Date of Report (Date of Earliest Event Reported)  February 17, 1995
                                                 ---------------------

                                 Allerion Inc.
              ----------------------------------------------------
             (Exact name of registrant as specified in its charter)


                                   New Jersey
                  --------------------------------------------
                 (State or Other Jurisdiction of Incorporation)


         1-8197                                          22-2243658
 ----------------------                      ----------------------------------
(Commission File Number)                    (I.R.S. Employer Identification No.)


   717 Ridgedale Avenue, East Hanover, New Jersey                 07936
   ----------------------------------------------               --------
      (Address of principal executive offices)                 (Zip Code)


                                 (201) 887-1000
               --------------------------------------------------
              (Registrant's Telephone Number, Including Area Code)



          ------------------------------------------------------------
         (Former Name or Former Address, if Changed Since Last Report.)


<PAGE>


ITEM 5.

In its Form 8-K dated December 7, 1994, Allerion Inc. (the "Company") reported
the filing of a petition in the United States Bankruptcy Court for the District
of New Jersey, Case No. 94-28396. Management of the Company, after discussion
with its creditors, agreed to request the Court to permit the Company to sell
its assets. On February 17, 1995 an Order (the "Order"), as amended on February
21, 1995, was entered by the United States Bankruptcy Court for the District of
New Jersey with regard to the Company concerning the setting of bidding
procedures and setting of dates for submission of bids and other related matters
with regard to the sale of the Company's remaining operating assets consisting
of accounts receivables, inventory, equipment, contract rights, and other
non-cash operating assets of the Network Services Division of the Company (the
"Division"). The Application before the Court for the approval of the Order
setting bidding procedures was due to the fact that the creditors of the Company
had stated their objection to continue to allow the Company to use cash
collateral. At this point in time there can be no assurance that bids will be
submitted and that a sale and closing will take place. The Company can give no
range as to the dollar value of the possible bids to be submitted, if any. The
Company can give no assurance that there will be any residual value after the
sale upon payment of expenses and its creditors for distribution to
shareholders. The assets to be sold represent substantially all of the remaining
assets of the Company. According to the terms of the Order, bids must be
submitted no later than 4:00 p.m. New York time, March 8, 1995. A hearing is
scheduled before the Bankruptcy Court on March 10, 1995 to consider the approval
of the sale of the assets of the Division for the highest and best offer which
may be presented in accordance with the terms of the Order. Should a successful
bidder be approved by the Court, the Order states that the closing of the sale
will take place no later than March 13, 1995. The foregoing summary is qualified
in its entirety by reference to the Order and amended Order, copies of which are
included as Exhibits to this Form 8-K.

Item 7. Exhibits

     1.   Order of United States Bankruptcy Court for the District of New Jersey
          dated February 17, 1995 in Case No. 94-28396.

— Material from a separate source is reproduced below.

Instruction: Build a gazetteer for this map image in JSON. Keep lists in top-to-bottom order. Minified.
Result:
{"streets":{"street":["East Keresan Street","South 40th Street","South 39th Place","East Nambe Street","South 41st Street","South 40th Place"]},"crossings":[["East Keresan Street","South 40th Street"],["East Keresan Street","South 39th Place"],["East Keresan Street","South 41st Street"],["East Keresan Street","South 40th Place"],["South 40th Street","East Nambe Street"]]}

     2.   Amended Order of United States Bankruptcy Court for the District of
          New Jersey dated February 21, 1995 in Case No. 94-28396.


<PAGE>



                                   SIGNATURE
                                   ---------


Pursuant to the requirements of the Securities Exchange Act of 1934, as amended,
the Registrant has duly caused this report to be signed on its behalf by the
undersigned thereunto duly authorized.




                                        Allerion Inc.
                                        (Registrant)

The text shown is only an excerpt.